6. Nothing contained in this agreement shall be construed to alter,
abridge or in any manner affect the rights and privileges of the
Director to participate in and be covered by any pension profit
sharing group insurance bonus or similar employment benefits which
Bancorp may now have or hereafter adopt for which Director may be
determined to be eligible.
7. Benefits Not Accumulated; Cancellation; Notice.
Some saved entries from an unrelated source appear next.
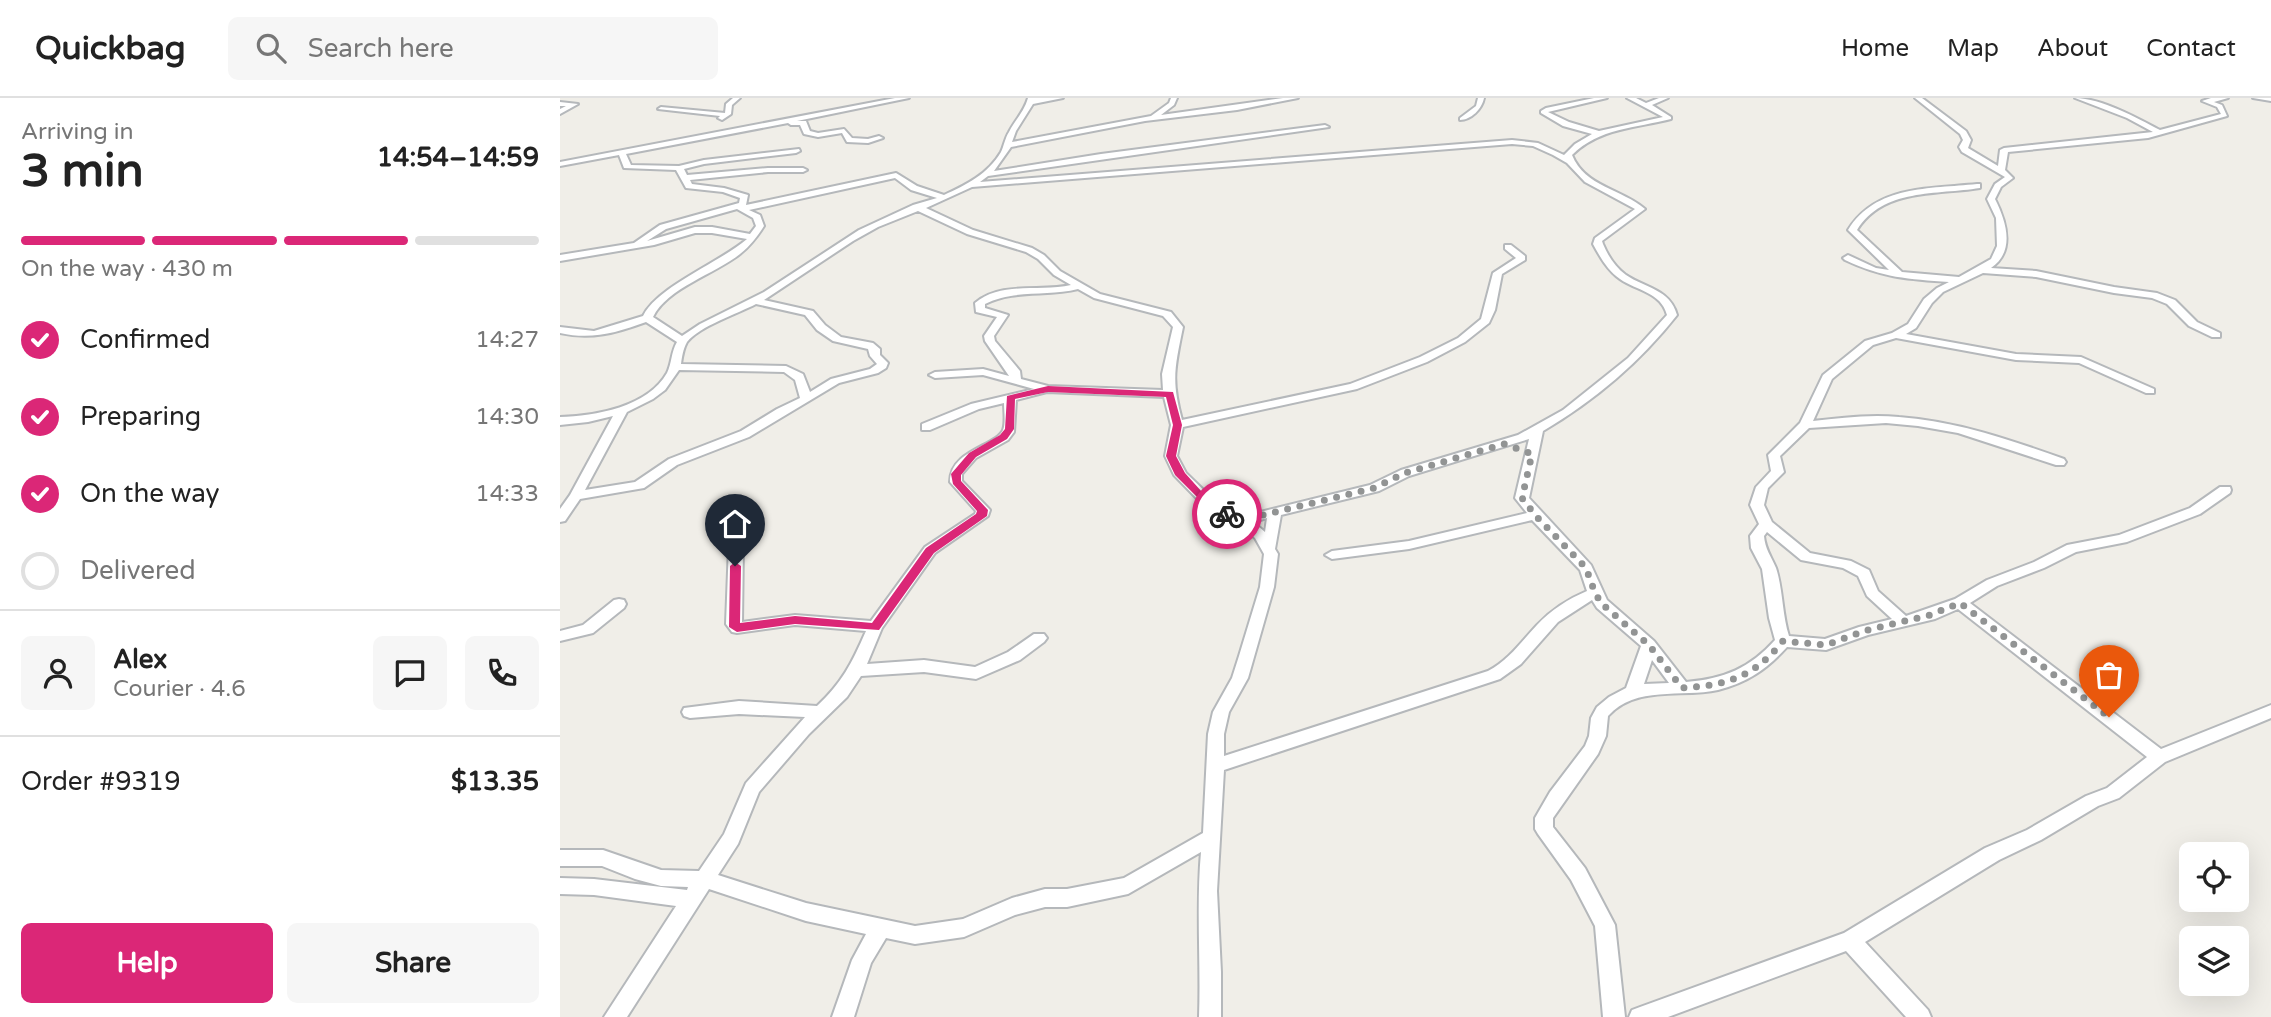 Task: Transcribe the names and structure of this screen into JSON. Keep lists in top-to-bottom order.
{
  "page": {
    "header": "Quickbag",
    "search": "Search here",
    "nav": [
      "Home",
      "Map",
      "About",
      "Contact"
    ],
    "heading": ["3 min", "Arriving in", "14:54–14:59"],
    "panel": [
      "Alex",
      "Courier · 4.6",
      "Order #9319",
      "$13.35"
    ],
    "bar": "On the way · 430 m",
    "list": [
      ["Confirmed", "14:27"],
      ["Preparing", "14:30"],
      ["On the way", "14:33"],
      "Delivered"
    ],
    "buttons": ["Help", "Share"]
  }
} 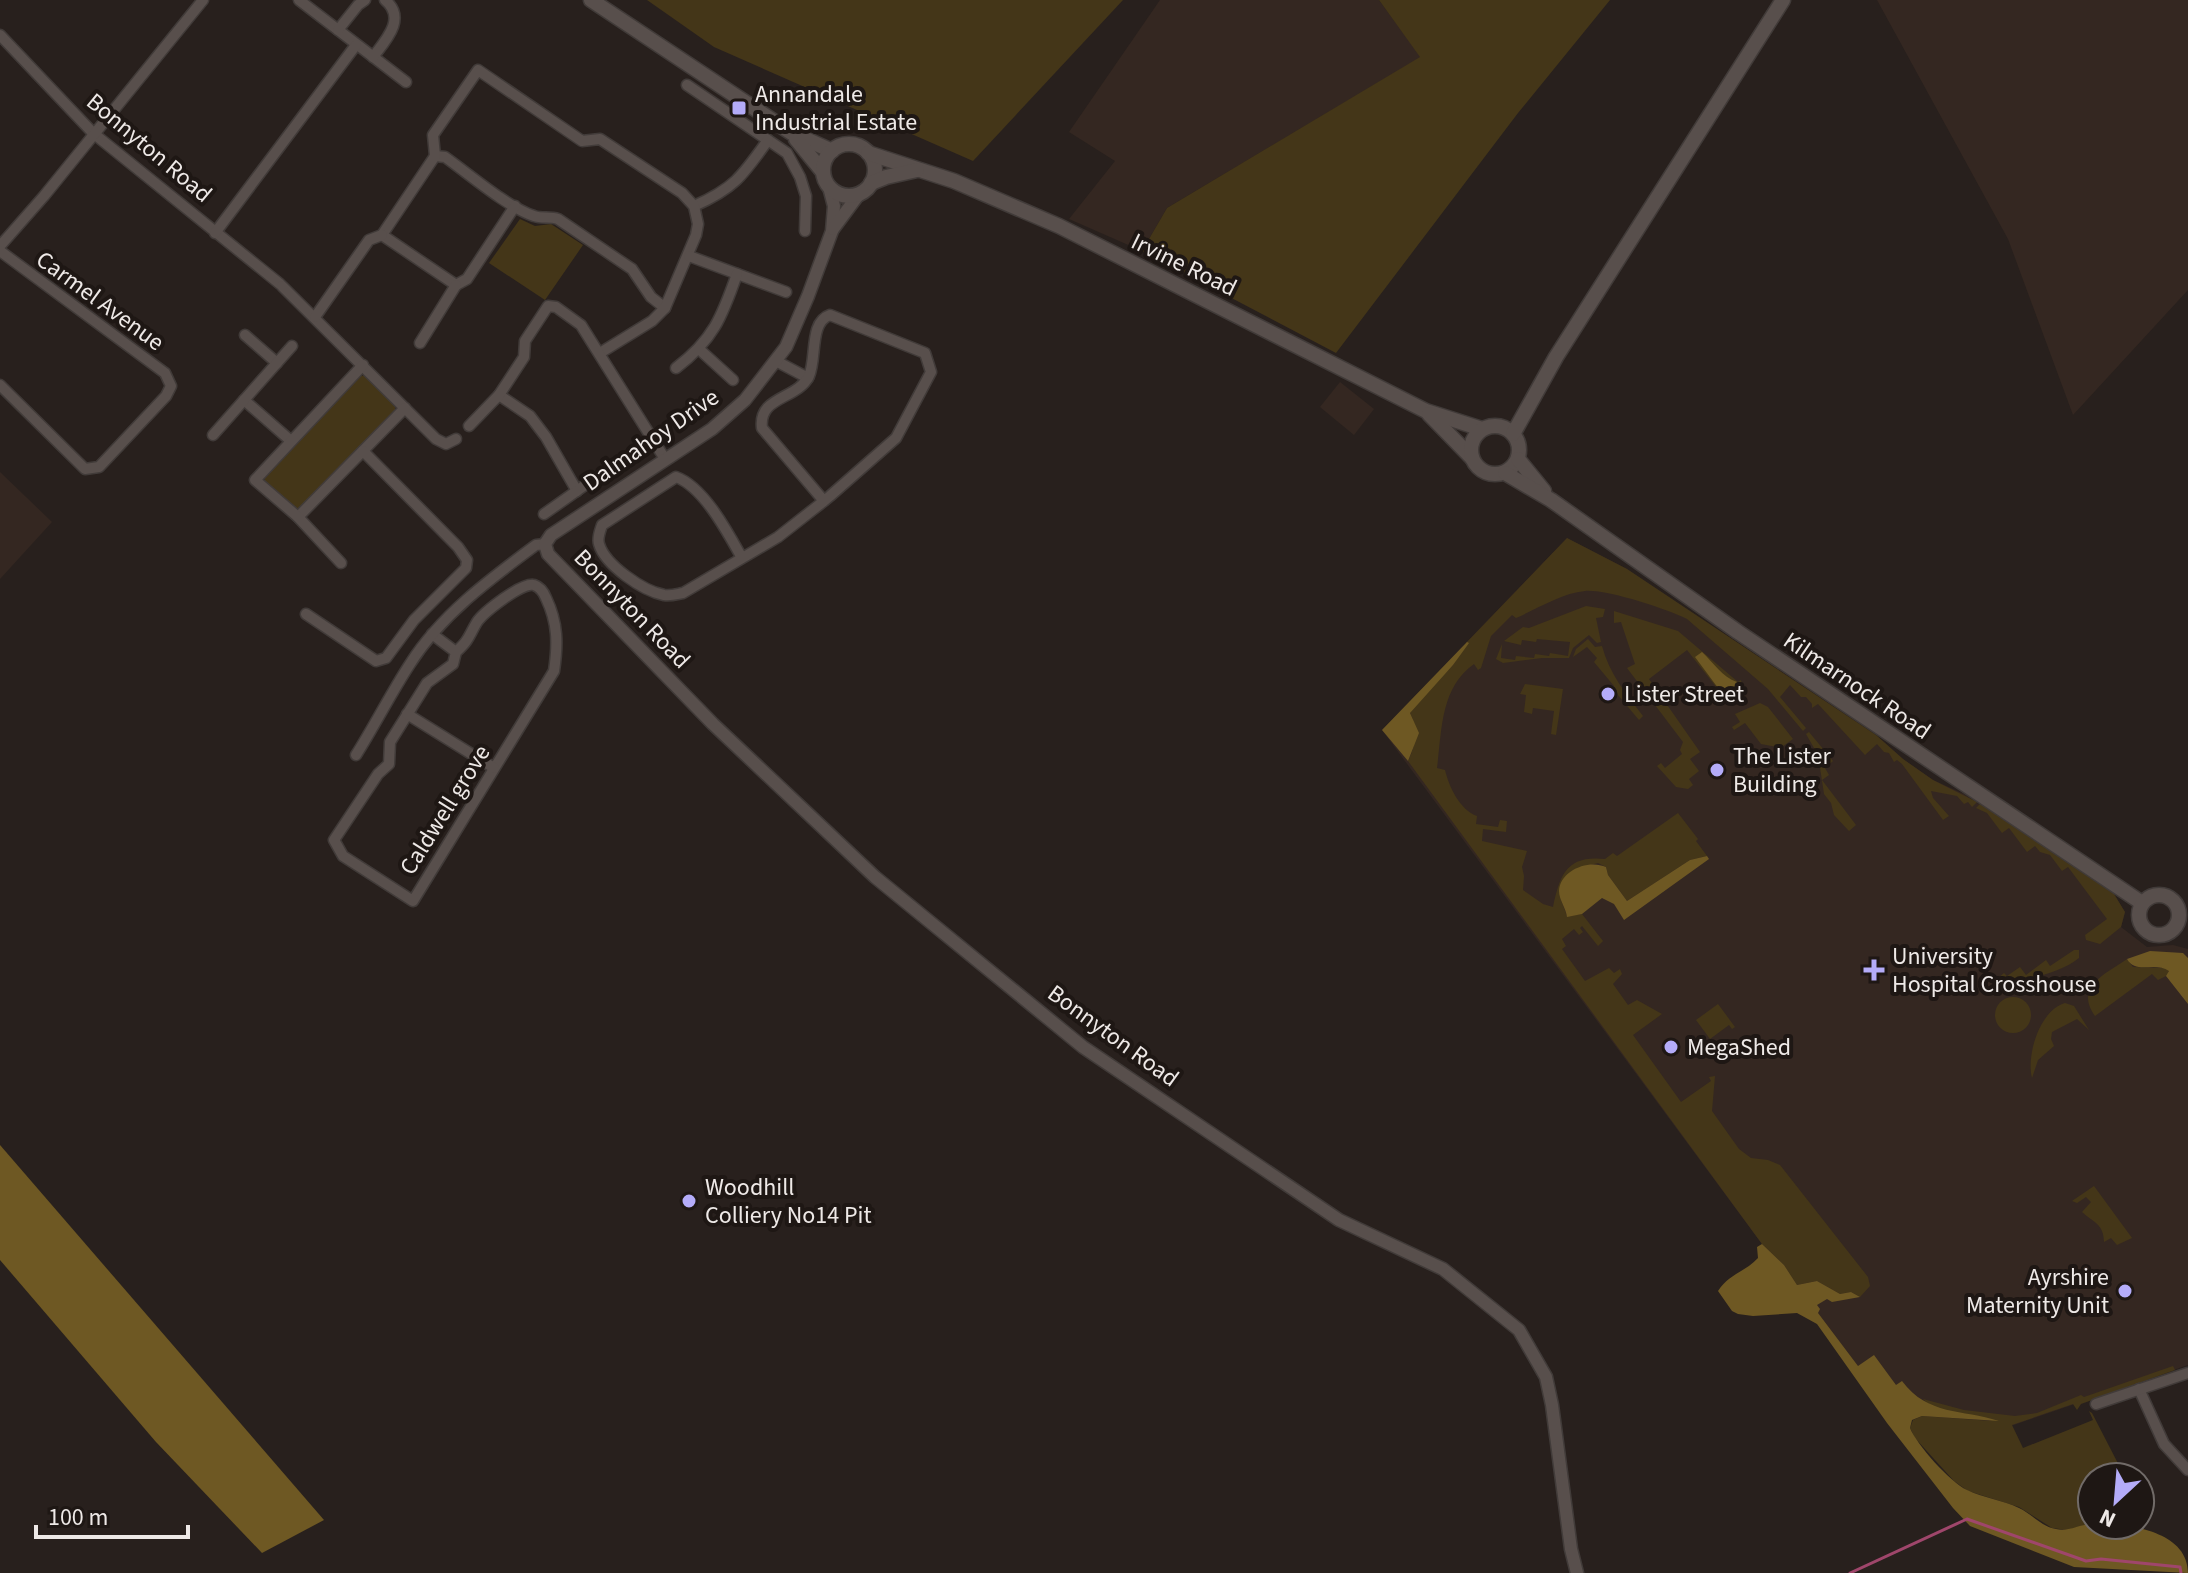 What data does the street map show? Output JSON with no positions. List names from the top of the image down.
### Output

a. Except as otherwise set forth herein, Bancorp reserves
the right to cancel the Payment Continuation Program
and/or to terminate this Agreement
("Termination/Cancellation") at any time and for any
reason as to any benefits not yet vested, in its sole
and absolute discretion; provided however that
Director shall be entitled to the vested amount set
forth on Schedule A attached hereto as determined by
the date the termination /cancellation occurs. In the
event of Termination/Cancellation, the vested amounts
will be paid in one lump sum at the time of Director's
termination from office as Director. Bancorp will
give fifteen (15) days prior written notice of
Termination/Cancellation.
b. The foregoing notwithstanding, in the event of a
Change of Control (defined below), Director shall be
deemed to be fully vested in the Full Accumulation
Value as set forth in Schedule A as if Director had
served through all years as specified on Schedule A.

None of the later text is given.